== Input data

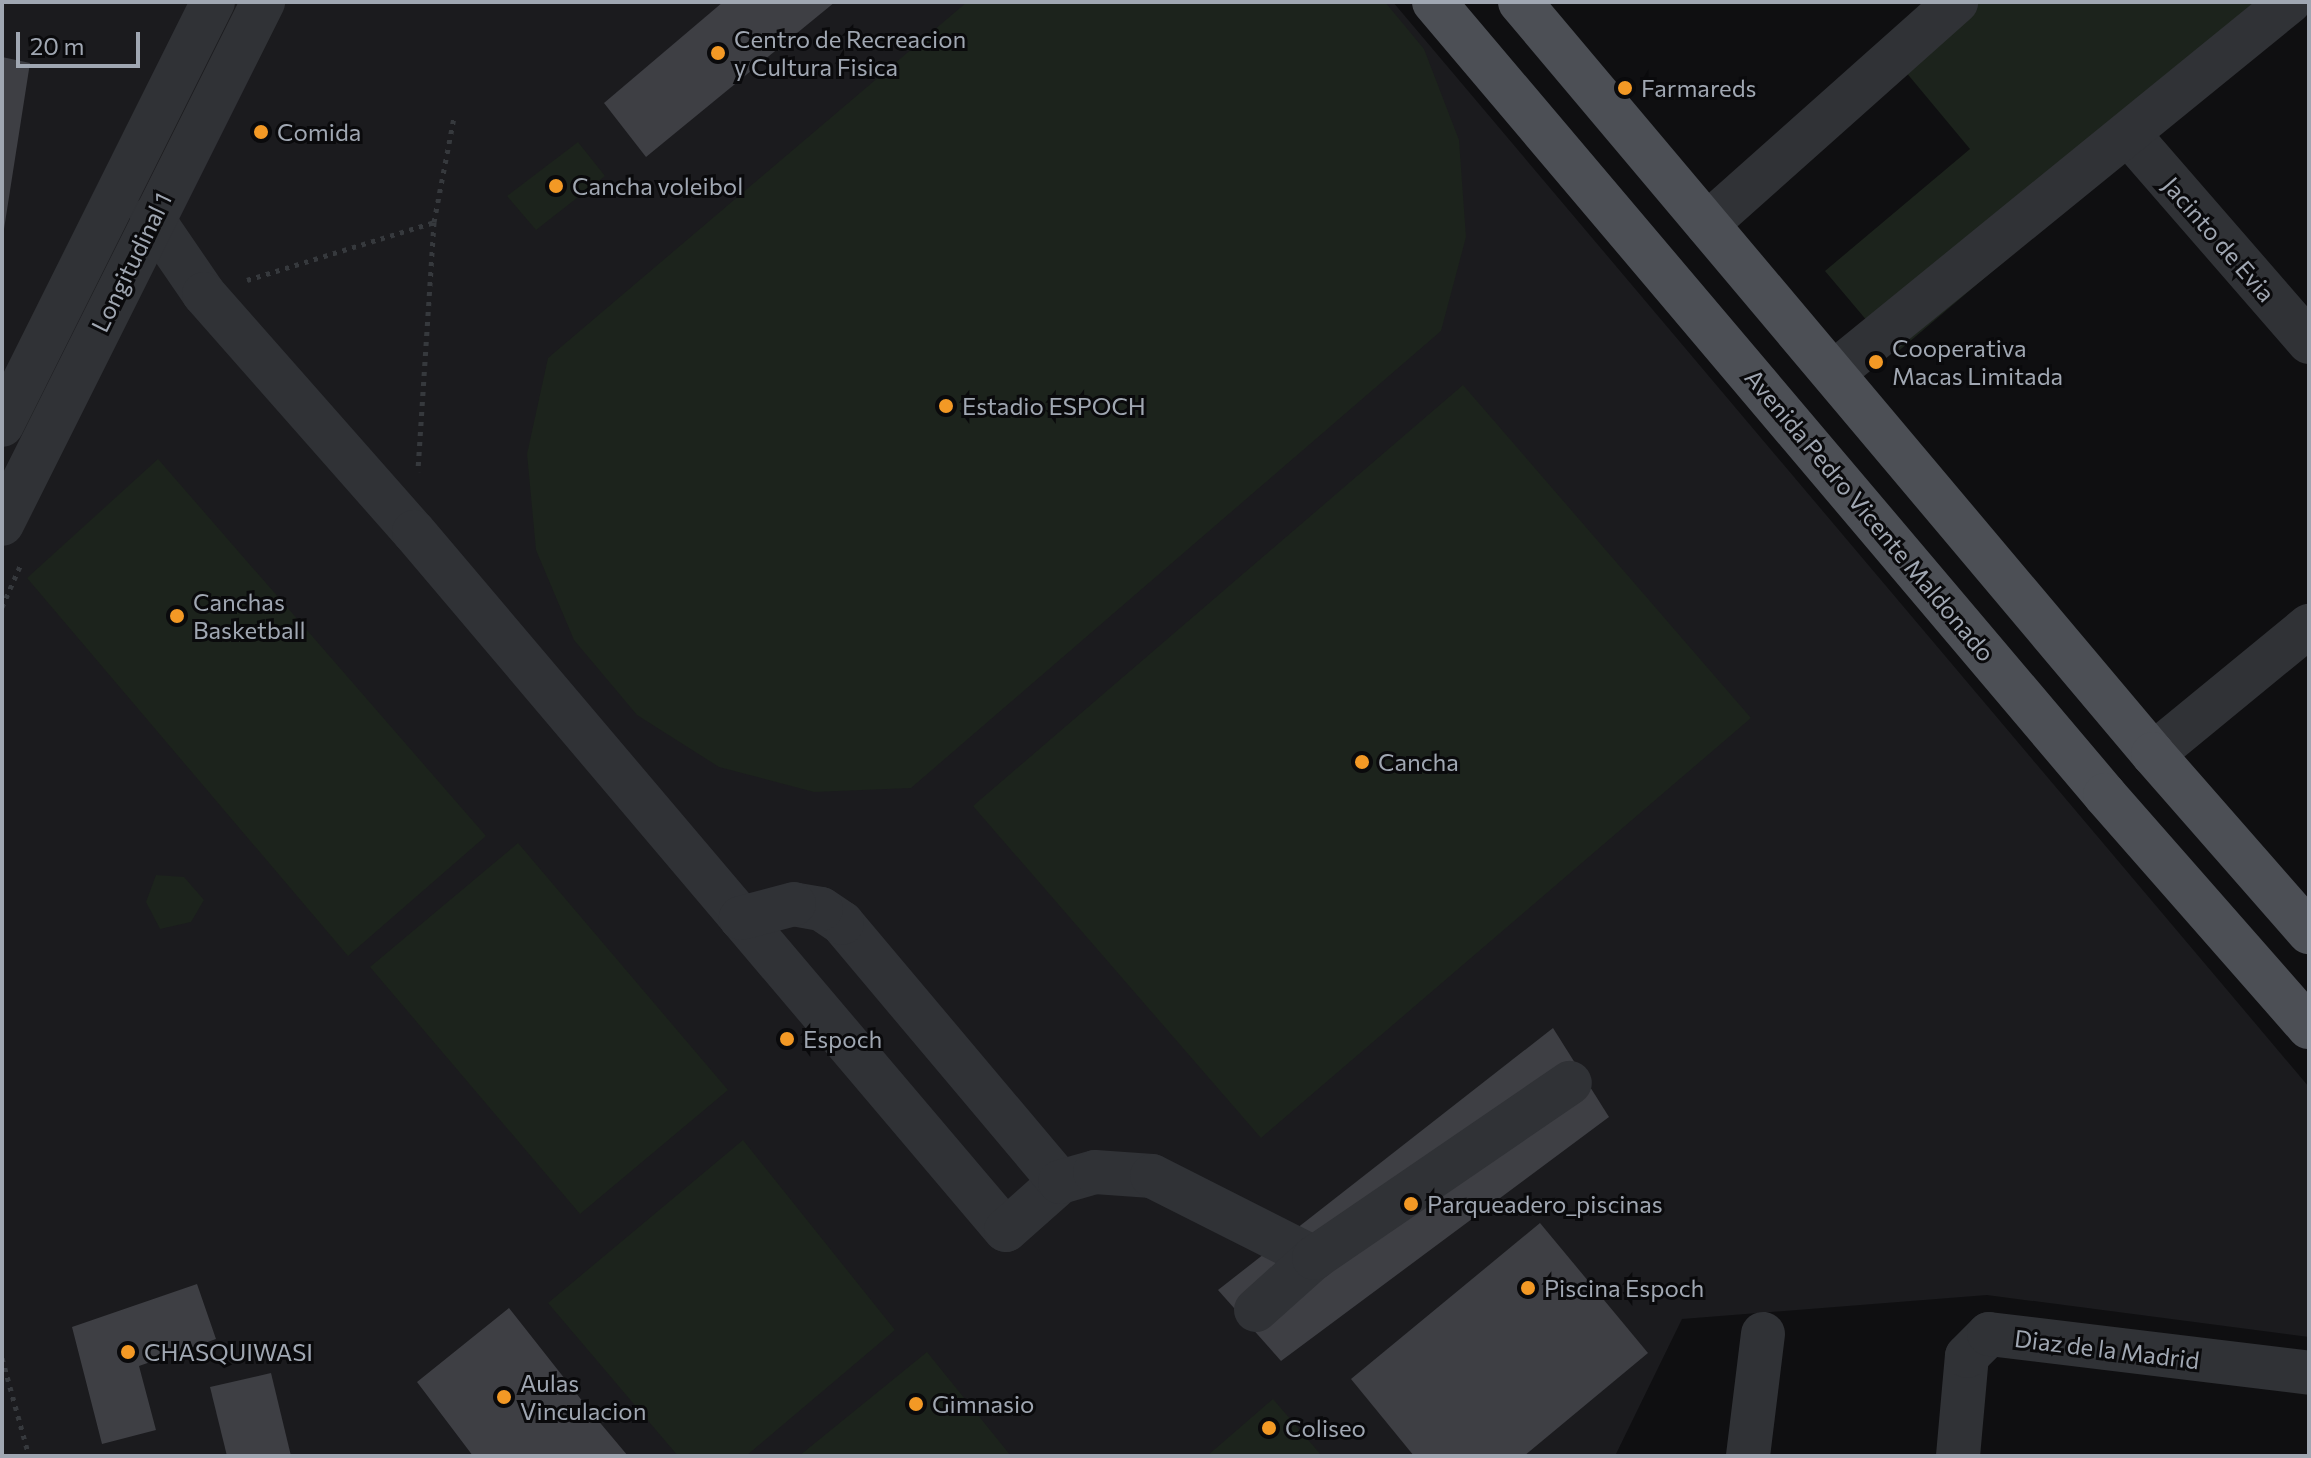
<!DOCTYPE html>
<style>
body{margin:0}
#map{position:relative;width:2311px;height:1458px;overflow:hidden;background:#0f0f11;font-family:Commissioner,sans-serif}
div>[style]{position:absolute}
.built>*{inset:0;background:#1b1b1e}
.green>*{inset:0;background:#1c231c}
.building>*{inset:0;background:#3e3f44}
.path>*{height:5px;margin-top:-2.5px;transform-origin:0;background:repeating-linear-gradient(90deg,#36393d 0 4px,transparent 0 10px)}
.minor>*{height:44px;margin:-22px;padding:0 22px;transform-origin:22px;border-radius:22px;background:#303236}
.major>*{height:44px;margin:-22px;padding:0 22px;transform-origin:22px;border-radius:22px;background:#4c4f55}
.dots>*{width:22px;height:22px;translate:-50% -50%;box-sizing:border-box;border:4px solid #0a0a0c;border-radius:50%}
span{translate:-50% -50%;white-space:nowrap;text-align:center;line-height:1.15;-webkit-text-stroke:6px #0a0a0c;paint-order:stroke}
.poi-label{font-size:24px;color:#a0a7b2}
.left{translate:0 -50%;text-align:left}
.street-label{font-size:24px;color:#a0a7b2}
.frame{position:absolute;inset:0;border:4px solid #a0a7b2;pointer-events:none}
.scale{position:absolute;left:16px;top:32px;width:124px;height:36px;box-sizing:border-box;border:4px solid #a0a7b2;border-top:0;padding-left:10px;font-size:24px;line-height:28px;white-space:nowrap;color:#a0a7b2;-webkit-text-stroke:6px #0a0a0c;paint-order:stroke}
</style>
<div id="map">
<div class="built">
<i style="clip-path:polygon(2px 2px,1393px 2px,2309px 1087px,2309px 1337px,1987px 1295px,1682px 1319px,1615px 1456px,2px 1456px)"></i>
</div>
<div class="green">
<i style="clip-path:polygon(967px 2px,1385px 2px,1424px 49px,1459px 140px,1466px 237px,1441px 331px,911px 788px,814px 792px,719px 767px,637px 715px,574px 640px,536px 550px,527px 454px,548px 358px)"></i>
<i style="clip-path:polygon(1961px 2px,2309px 2px,1895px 354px,1825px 271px,1970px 149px,1895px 59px)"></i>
<i style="clip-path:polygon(578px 142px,605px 176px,536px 230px,507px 196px)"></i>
<i style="clip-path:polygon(1463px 385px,1751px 718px,1261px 1138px,973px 806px)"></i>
<i style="clip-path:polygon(158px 459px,486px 836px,348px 956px,27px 578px)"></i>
<i style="clip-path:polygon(518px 843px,728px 1090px,580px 1214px,370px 967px)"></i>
<i style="clip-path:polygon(156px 875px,184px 877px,204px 900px,191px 922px,160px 929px,146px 902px)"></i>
<i style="clip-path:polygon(743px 1140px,895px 1330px,746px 1456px,678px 1456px,548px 1303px)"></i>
<i style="clip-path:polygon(927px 1352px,1011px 1456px,799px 1456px)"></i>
<i style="clip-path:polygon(1273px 1399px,1322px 1456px,1207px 1456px)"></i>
</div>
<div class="building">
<i style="clip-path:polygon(723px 2px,835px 2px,646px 157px,604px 103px)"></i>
<i style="clip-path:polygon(2px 57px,30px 63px,4px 229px,2px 229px)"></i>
<i style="clip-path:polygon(1553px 1028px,1609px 1117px,1281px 1361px,1218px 1290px)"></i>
<i style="clip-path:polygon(1540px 1223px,1648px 1353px,1524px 1456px,1414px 1456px,1351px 1379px)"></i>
<i style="clip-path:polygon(197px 1284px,216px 1339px,139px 1366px,156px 1430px,102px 1444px,72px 1327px)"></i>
<i style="clip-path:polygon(509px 1308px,591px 1412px,628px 1456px,473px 1456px,417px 1382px)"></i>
<i style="clip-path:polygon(271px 1373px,291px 1456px,227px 1456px,210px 1387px)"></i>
</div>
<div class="path">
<i style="left:434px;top:222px;width:107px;rotate:-79.2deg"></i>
<i style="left:247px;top:280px;width:196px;rotate:-17.2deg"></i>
<i style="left:434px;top:222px;width:250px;rotate:93.7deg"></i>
<i style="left:2px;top:607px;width:47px;rotate:-66.2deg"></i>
<i style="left:2px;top:1358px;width:102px;rotate:74.6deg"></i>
</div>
<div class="minor">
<i style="left:2130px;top:136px;width:273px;rotate:49deg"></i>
<i style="left:152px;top:218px;width:92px;rotate:55.6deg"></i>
<i style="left:204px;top:294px;width:317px;rotate:48.6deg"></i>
<i style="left:414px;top:532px;width:506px;rotate:49.73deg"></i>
<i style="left:741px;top:918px;width:409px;rotate:49.7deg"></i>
<i style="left:1006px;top:1230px;width:72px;rotate:-41.6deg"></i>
<i style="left:1060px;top:1182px;width:339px;rotate:-130.1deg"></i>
<i style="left:842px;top:923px;width:25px;rotate:-146deg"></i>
<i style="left:821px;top:909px;width:27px;rotate:-170deg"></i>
<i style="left:794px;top:904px;width:55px;rotate:165.2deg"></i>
<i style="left:1707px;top:224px;width:334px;rotate:-41.7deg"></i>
<i style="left:1833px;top:373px;width:588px;rotate:-39.13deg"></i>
<i style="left:2px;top:425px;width:473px;rotate:-63.5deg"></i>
<i style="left:2px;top:524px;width:584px;rotate:-63.43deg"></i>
<i style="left:2153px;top:754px;width:202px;rotate:-39.4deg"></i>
<i style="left:1060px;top:1182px;width:36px;rotate:-16deg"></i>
<i style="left:1095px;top:1172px;width:57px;rotate:4deg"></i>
<i style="left:1152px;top:1176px;width:182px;rotate:26.8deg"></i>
<i style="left:1256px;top:1310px;width:78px;rotate:-41.9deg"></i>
<i style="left:1314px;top:1258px;width:310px;rotate:-34.4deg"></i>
<i style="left:1748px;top:1456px;width:123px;rotate:-83deg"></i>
<i style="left:1958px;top:1456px;width:100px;rotate:-84.9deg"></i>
<i style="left:1967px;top:1356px;width:31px;rotate:-45deg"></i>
<i style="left:1989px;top:1334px;width:322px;rotate:6.9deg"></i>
</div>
<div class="major">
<i style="left:1434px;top:2px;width:1039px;rotate:49.76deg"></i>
<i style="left:2105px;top:795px;width:309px;rotate:48.7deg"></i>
<i style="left:1520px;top:2px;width:983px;rotate:49.91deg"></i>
<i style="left:2153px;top:754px;width:237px;rotate:48.8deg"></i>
</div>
<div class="dots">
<i style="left:718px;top:53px;background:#f39925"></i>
<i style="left:1625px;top:88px;background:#f39925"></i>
<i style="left:261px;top:132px;background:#f39925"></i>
<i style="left:556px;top:186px;background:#f39925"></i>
<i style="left:1876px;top:362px;background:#f39925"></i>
<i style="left:946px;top:406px;background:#f39925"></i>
<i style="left:177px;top:616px;background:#f39925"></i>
<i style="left:1362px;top:762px;background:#f39925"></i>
<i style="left:787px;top:1039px;background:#f39925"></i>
<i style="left:1411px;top:1204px;background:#f39925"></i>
<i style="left:1528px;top:1288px;background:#f39925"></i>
<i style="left:128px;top:1352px;background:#f39925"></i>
<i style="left:504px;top:1397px;background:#f39925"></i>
<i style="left:916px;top:1404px;background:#f39925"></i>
<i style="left:1269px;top:1428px;background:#f39925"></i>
</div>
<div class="poi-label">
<span class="left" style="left:734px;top:53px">Centro de Recreacion<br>y Cultura Fisica</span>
<span class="left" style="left:1641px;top:88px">Farmareds</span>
<span class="left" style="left:277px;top:132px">Comida</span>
<span class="left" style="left:572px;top:186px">Cancha voleibol</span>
<span class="left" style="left:1892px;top:362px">Cooperativa<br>Macas Limitada</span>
<span class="left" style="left:962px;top:406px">Estadio ESPOCH</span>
<span class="left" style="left:193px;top:616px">Canchas<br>Basketball</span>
<span class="left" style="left:1378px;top:762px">Cancha</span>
<span class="left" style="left:803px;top:1039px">Espoch</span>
<span class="left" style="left:1427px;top:1204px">Parqueadero_piscinas</span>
<span class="left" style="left:1544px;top:1288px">Piscina Espoch</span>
<span class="left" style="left:144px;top:1352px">CHASQUIWASI</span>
<span class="left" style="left:520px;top:1397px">Aulas<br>Vinculacion</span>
<span class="left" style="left:932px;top:1404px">Gimnasio</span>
<span class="left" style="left:1285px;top:1428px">Coliseo</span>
</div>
<div class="street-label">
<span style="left:2219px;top:239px;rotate:49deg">Jacinto de Evia</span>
<span style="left:131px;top:262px;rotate:-64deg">Longitudinal 1</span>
<span style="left:1870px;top:515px;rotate:50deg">Avenida Pedro Vicente Maldonado</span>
<span style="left:2107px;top:1349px;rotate:7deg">Diaz de la Madrid</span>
</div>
<div class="frame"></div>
<div class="scale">20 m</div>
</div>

====

# Work to be completed
Reproduce exactly, with nothing added, the lines from the one that contains "Recreacion<br>y Cultura Fisica</span>" to the end of the data.

# Response to this exercise
<span class="left" style="left:734px;top:53px">Centro de Recreacion<br>y Cultura Fisica</span>
<span class="left" style="left:1641px;top:88px">Farmareds</span>
<span class="left" style="left:277px;top:132px">Comida</span>
<span class="left" style="left:572px;top:186px">Cancha voleibol</span>
<span class="left" style="left:1892px;top:362px">Cooperativa<br>Macas Limitada</span>
<span class="left" style="left:962px;top:406px">Estadio ESPOCH</span>
<span class="left" style="left:193px;top:616px">Canchas<br>Basketball</span>
<span class="left" style="left:1378px;top:762px">Cancha</span>
<span class="left" style="left:803px;top:1039px">Espoch</span>
<span class="left" style="left:1427px;top:1204px">Parqueadero_piscinas</span>
<span class="left" style="left:1544px;top:1288px">Piscina Espoch</span>
<span class="left" style="left:144px;top:1352px">CHASQUIWASI</span>
<span class="left" style="left:520px;top:1397px">Aulas<br>Vinculacion</span>
<span class="left" style="left:932px;top:1404px">Gimnasio</span>
<span class="left" style="left:1285px;top:1428px">Coliseo</span>
</div>
<div class="street-label">
<span style="left:2219px;top:239px;rotate:49deg">Jacinto de Evia</span>
<span style="left:131px;top:262px;rotate:-64deg">Longitudinal 1</span>
<span style="left:1870px;top:515px;rotate:50deg">Avenida Pedro Vicente Maldonado</span>
<span style="left:2107px;top:1349px;rotate:7deg">Diaz de la Madrid</span>
</div>
<div class="frame"></div>
<div class="scale">20 m</div>
</div>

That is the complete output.